*BRIEF*
Your answer is a copy of every line in the records where "controls" appears.

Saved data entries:
- - - -

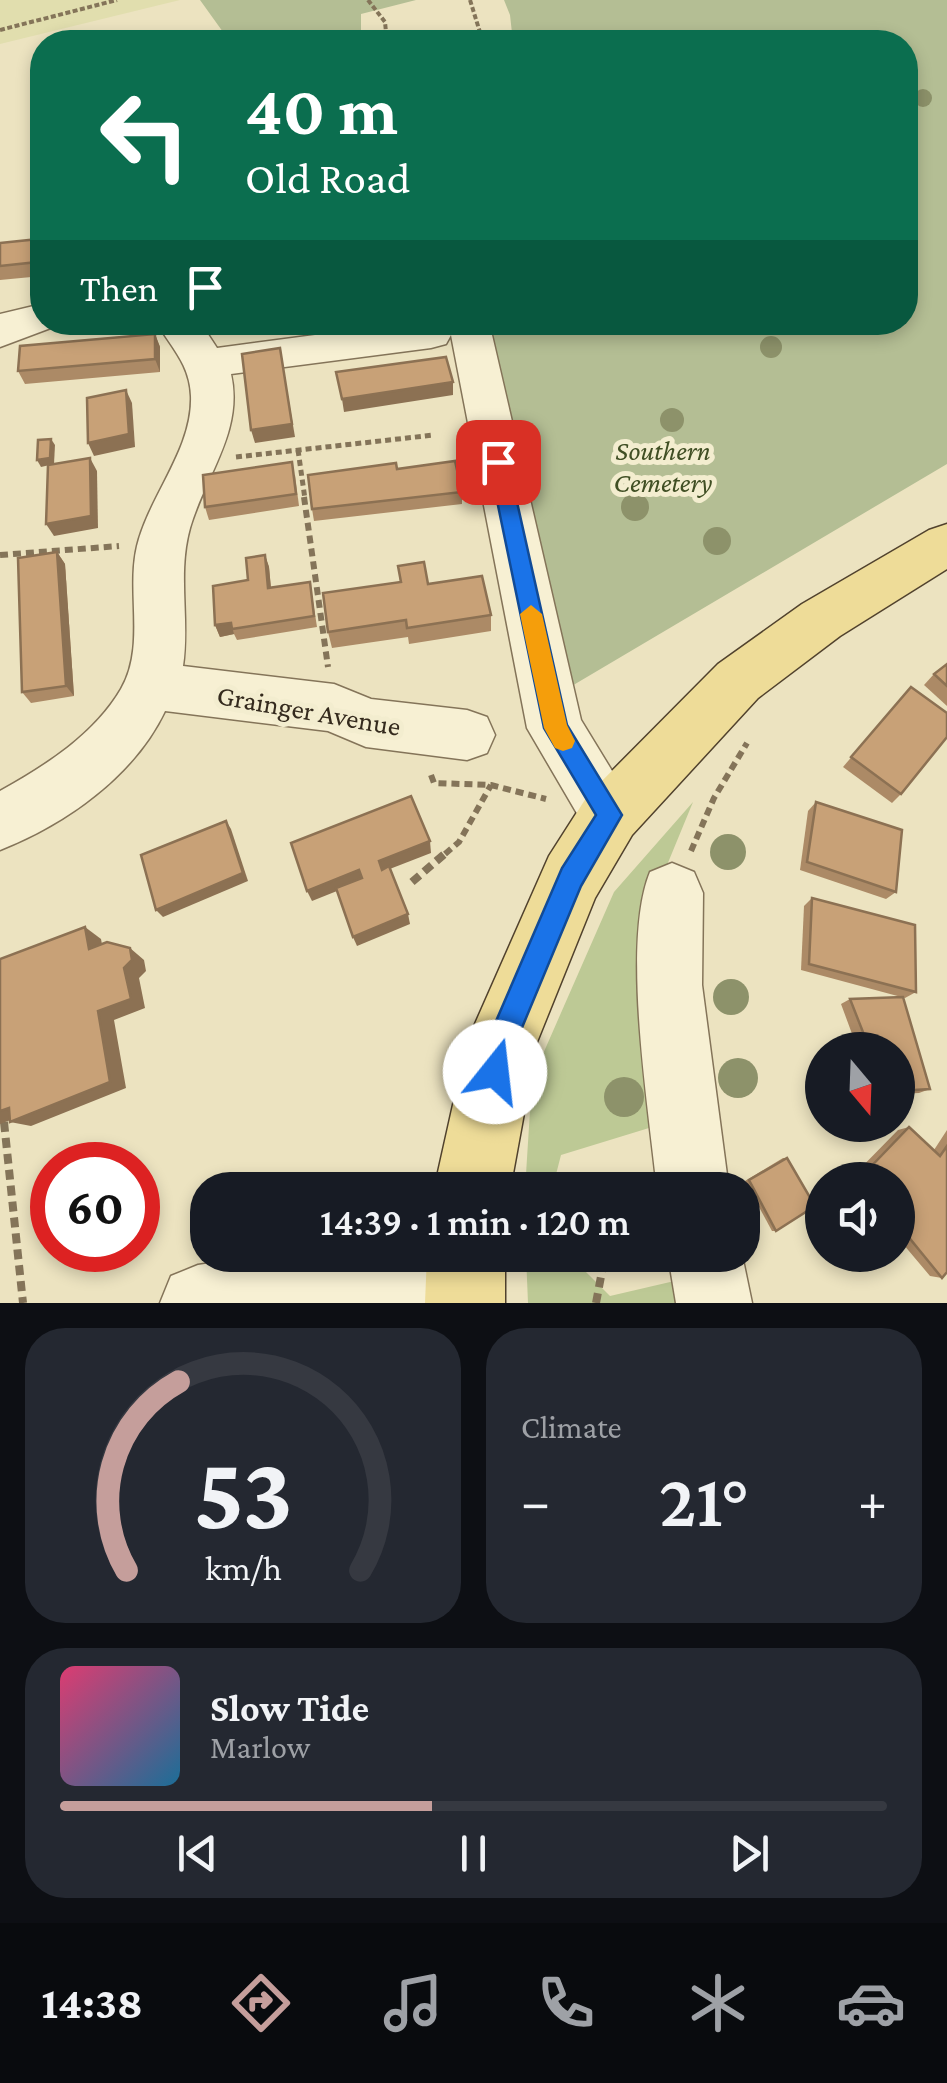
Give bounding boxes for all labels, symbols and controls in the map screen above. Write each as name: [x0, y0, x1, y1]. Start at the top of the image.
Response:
icon: left: [80, 70, 210, 200]
text: 40 m: [245, 71, 398, 149]
text: Old Road: [245, 153, 410, 203]
icon: arrive: [178, 260, 233, 315]
text: Then: [80, 267, 158, 309]
pin: [456, 420, 541, 505]
icon: arrive: [471, 435, 526, 490]
park label: Southern Cemetery: [614, 435, 713, 498]
street label: Grainger Avenue: [215, 679, 403, 742]
position arrow: [443, 1020, 547, 1124]
north arrow: [805, 1032, 915, 1142]
map controls: [805, 1032, 915, 1272]
speed limit sign: 60: [30, 1142, 160, 1272]
button: sound: [805, 1162, 915, 1272]
text: 14:39 · 1 min · 120 m: [320, 1201, 630, 1243]
text: Climate: [521, 1409, 622, 1445]
text: 53: [193, 1435, 293, 1550]
text: 21°: [659, 1459, 749, 1542]
text: −: [521, 1471, 550, 1532]
text: +: [858, 1471, 887, 1532]
text: km/h: [204, 1548, 282, 1588]
text: Slow Tide: [210, 1687, 369, 1729]
text: Marlow: [210, 1729, 310, 1765]
icon: previous: [170, 1826, 225, 1881]
icon: pause: [446, 1826, 501, 1881]
icon: next: [722, 1826, 777, 1881]
icon: directions: [226, 1968, 296, 2038]
icon: music: [378, 1968, 448, 2038]
icon: phone: [531, 1968, 601, 2038]
icon: climate: [683, 1968, 753, 2038]
icon: car: [836, 1968, 906, 2038]
text: 14:38: [41, 1978, 143, 2028]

- - - -

*RESULT OF THE EXERCISE*
Give bounding boxes for all labels, symbols and controls in the map screen above. Write each as name: [x0, y0, x1, y1]. Start at the top of the image.
map controls: [805, 1032, 915, 1272]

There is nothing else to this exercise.